→ **What the exercise asks**
Where a line in the listing below holds the word "screen", count that line; give the total alone.

→ **Dataset records**
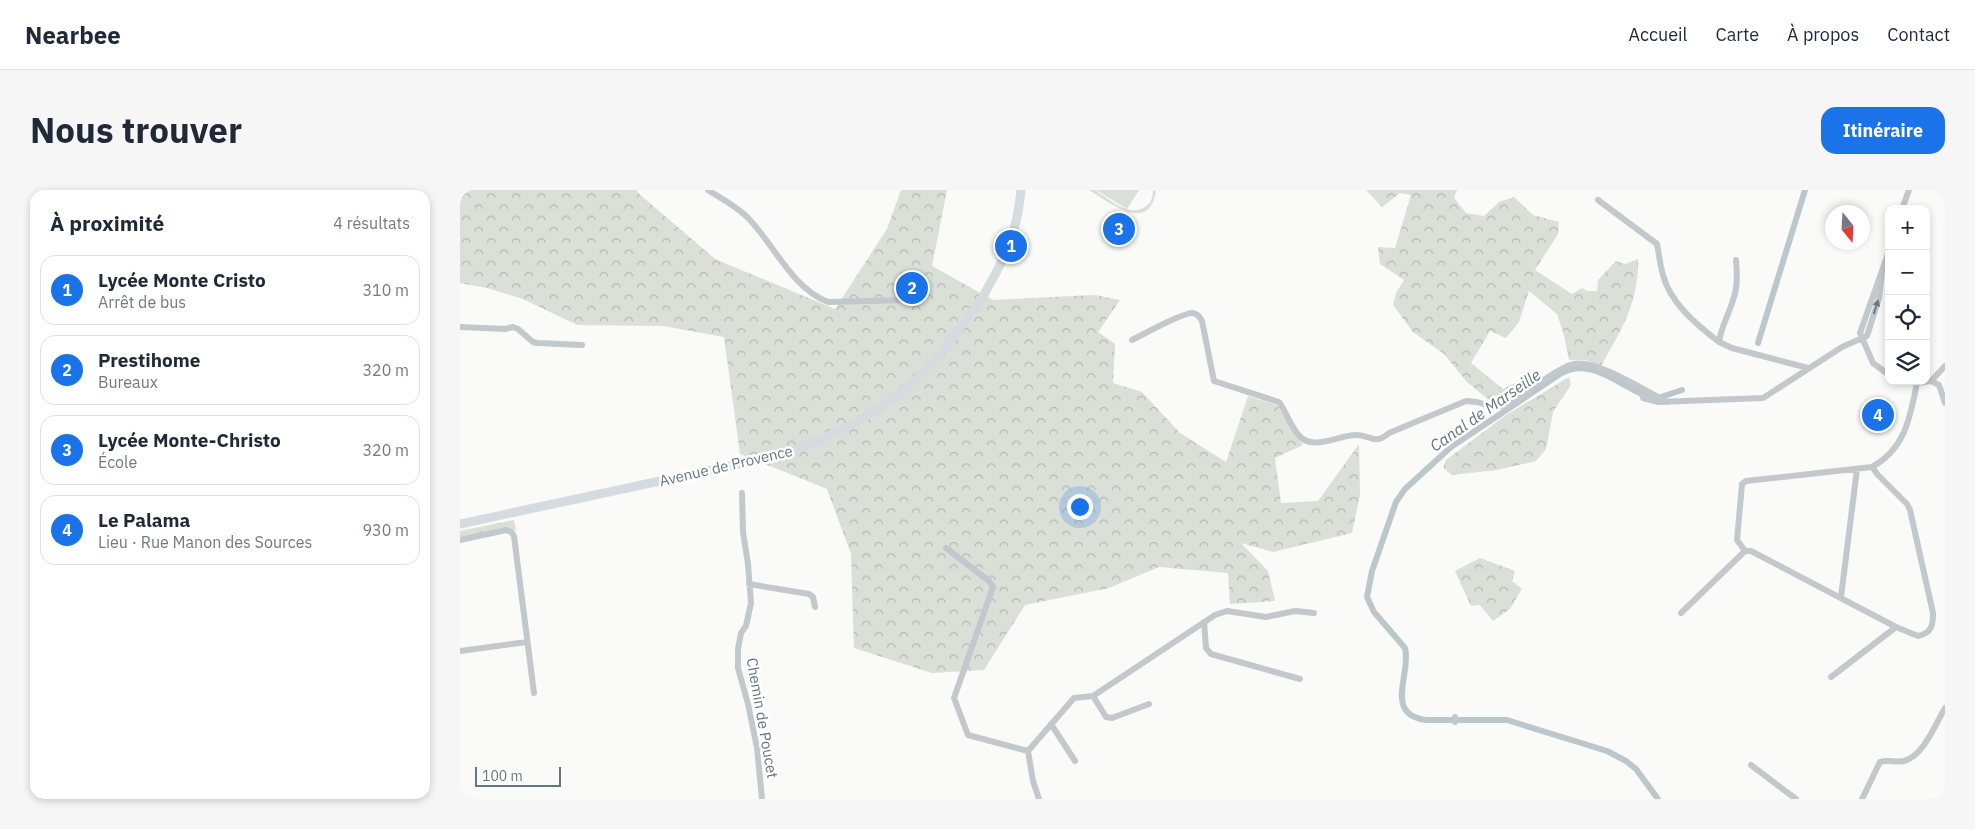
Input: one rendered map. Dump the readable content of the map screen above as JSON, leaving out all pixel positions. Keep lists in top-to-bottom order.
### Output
{
  "streets": {
    "main road": ["Avenue de Provence"],
    "street": ["Chemin de Poucet"]
  },
  "water": ["Canal de Marseille"],
  "scale_bar": "100 m",
  "north": "bottom",
  "page": {
    "header": "Nearbee",
    "nav": [
      "Accueil",
      "Carte",
      "À propos",
      "Contact"
    ],
    "title": "Nous trouver",
    "buttons": "Itinéraire",
    "heading": ["À proximité", "4 résultats"],
    "map_buttons": ["+", "−"],
    "pins": [
      "3",
      "1",
      "2",
      "4"
    ],
    "list": [
      {
        "mark": "1",
        "name": "Lycée Monte Cristo",
        "note": "Arrêt de bus",
        "value": "310 m"
      },
      {
        "mark": "2",
        "name": "Prestihome",
        "note": "Bureaux",
        "value": "320 m"
      },
      {
        "mark": "3",
        "name": "Lycée Monte-Christo",
        "note": "École",
        "value": "320 m"
      },
      {
        "mark": "4",
        "name": "Le Palama",
        "note": "Lieu · Rue Manon des Sources",
        "value": "930 m"
      }
    ],
    "scale": "100 m"
  }
}
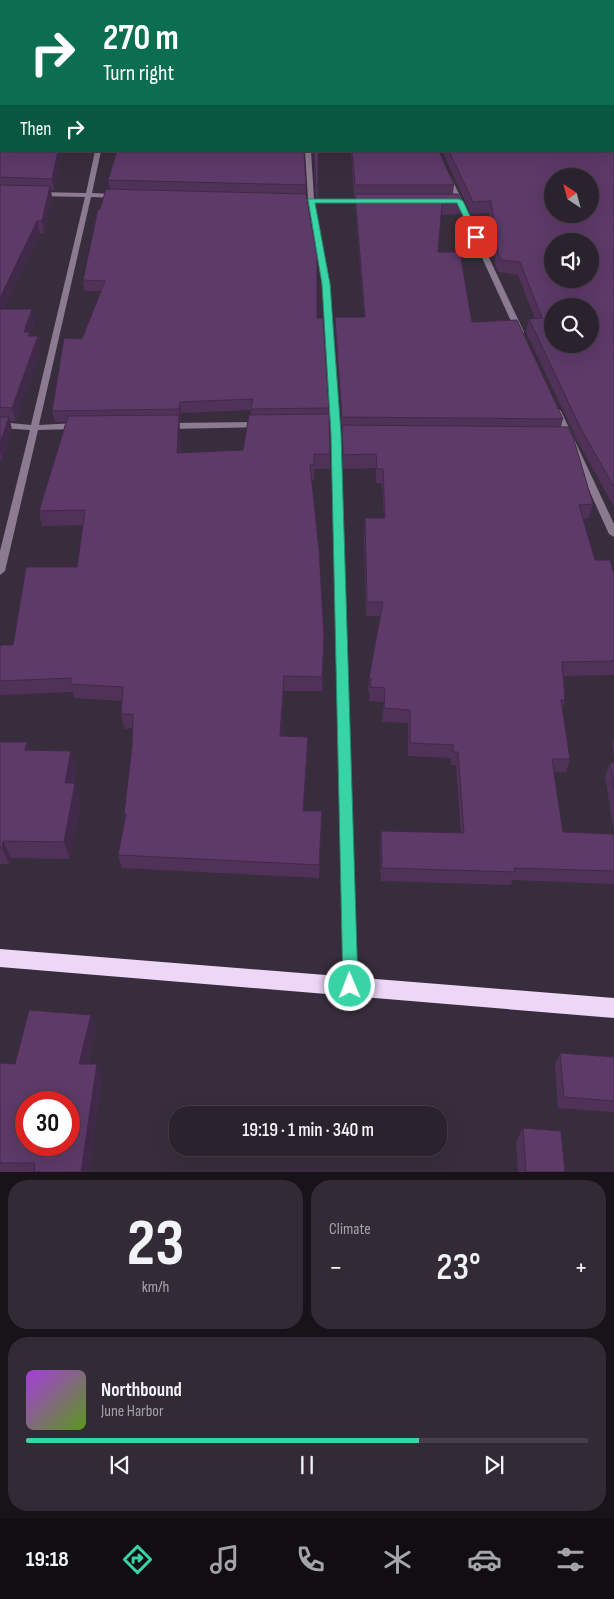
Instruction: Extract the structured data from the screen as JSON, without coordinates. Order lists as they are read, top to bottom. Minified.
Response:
{"north":"top left","page":{"turn":["270 m","Turn right"],"then":"Then","limit":"30","trip":"19:19 · 1 min · 340 m","tile":[["23","km/h"],"Climate"],"heat":["−","23°","+"],"song":["Northbound","June Harbor"],"tabs":"19:18"}}
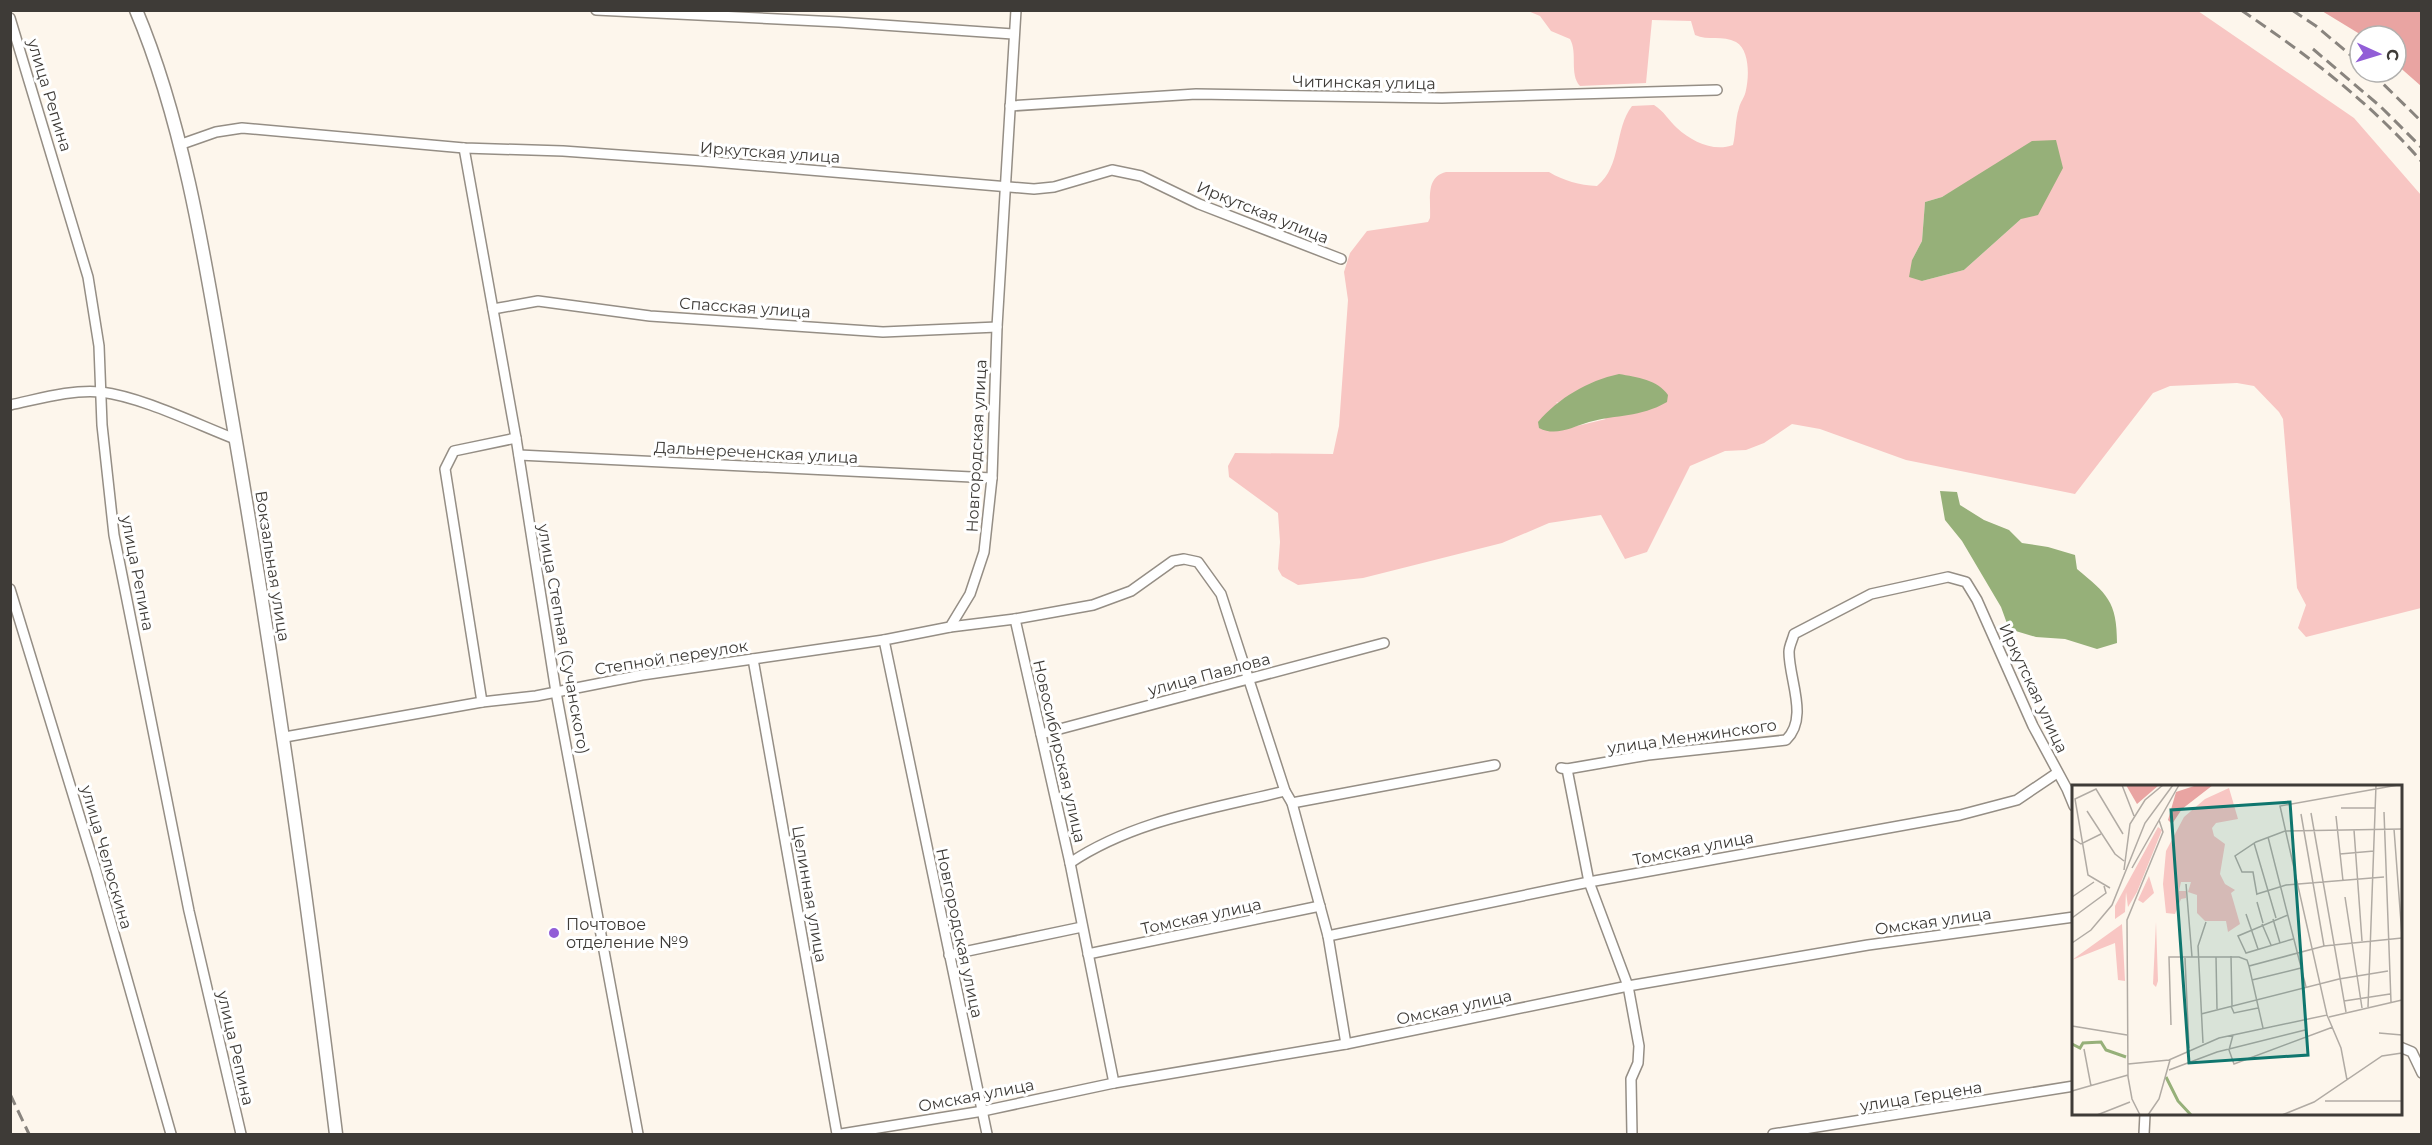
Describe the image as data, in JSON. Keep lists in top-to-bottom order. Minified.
{"streets":{"main road":["Вокзальная улица"],"street":["Читинская улица","улица Репина","Иркутская улица","Спасская улица","Новгородская улица","Дальнереченская улица","улица Степная (Сучанского)","Степной переулок","улица Павлова","улица Менжинского","Новосибирская улица","Томская улица","улица Челюскина","Целинная улица","Омская улица","улица Герцена"]},"crossings":[["Читинская улица","Новгородская улица"],["Иркутская улица","Новгородская улица"],["Иркутская улица","Вокзальная улица"],["Иркутская улица","улица Степная (Сучанского)"],["Иркутская улица","улица Менжинского"],["Иркутская улица","Томская улица"],["Спасская улица","Новгородская улица"],["Спасская улица","улица Степная (Сучанского)"],["Новгородская улица","Дальнереченская улица"],["Новгородская улица","Степной переулок"],["Новгородская улица","Омская улица"],["Дальнереченская улица","улица Степная (Сучанского)"],["Вокзальная улица","Степной переулок"],["улица Степная (Сучанского)","Степной переулок"],["Степной переулок","Целинная улица"],["улица Павлова","Новосибирская улица"],["улица Менжинского","Томская улица"],["Новосибирская улица","Томская улица"],["Новосибирская улица","Омская улица"],["Целинная улица","Омская улица"]],"places":["Почтовое отделение №9"],"north":"right"}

→ **Result below**
2